- TASK ITEM
Print the entries exactly; skip the pictures.

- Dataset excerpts
++++++++++++++++++++

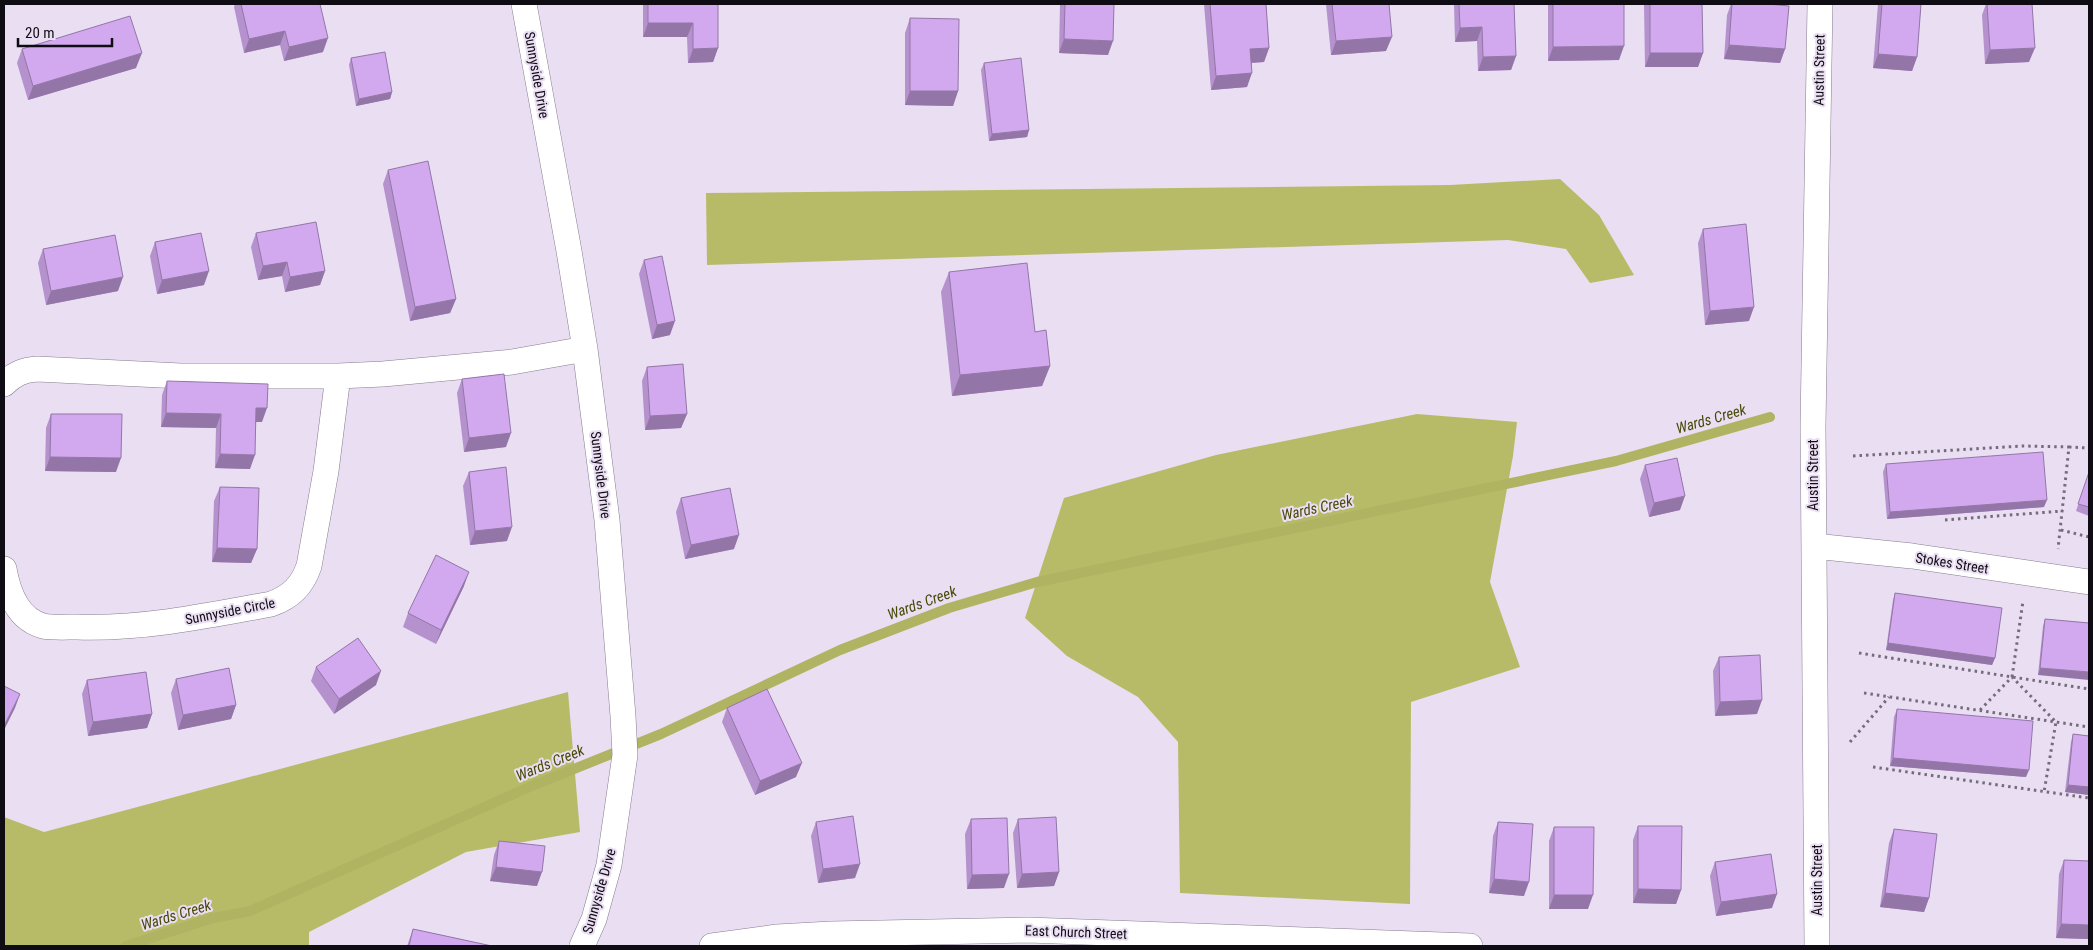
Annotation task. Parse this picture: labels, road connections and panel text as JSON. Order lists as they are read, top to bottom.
{
  "streets": {
    "street": [
      "Austin Street",
      "Sunnyside Drive",
      "Stokes Street",
      "Sunnyside Circle",
      "East Church Street"
    ]
  },
  "crossings": [
    ["Austin Street", "Stokes Street"]
  ],
  "water": ["Wards Creek"],
  "scale_bar": "20 m"
}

++++++++++++++++++++

- OUTPUT OF THE TASK
Annotation task. Parse this picture: labels, road connections and panel text as JSON. Order lists as they are read, top to bottom.
{
  "streets": {
    "street": [
      "Austin Street",
      "Sunnyside Drive",
      "Stokes Street",
      "Sunnyside Circle",
      "East Church Street"
    ]
  },
  "crossings": [
    ["Austin Street", "Stokes Street"]
  ],
  "water": ["Wards Creek"],
  "scale_bar": "20 m"
}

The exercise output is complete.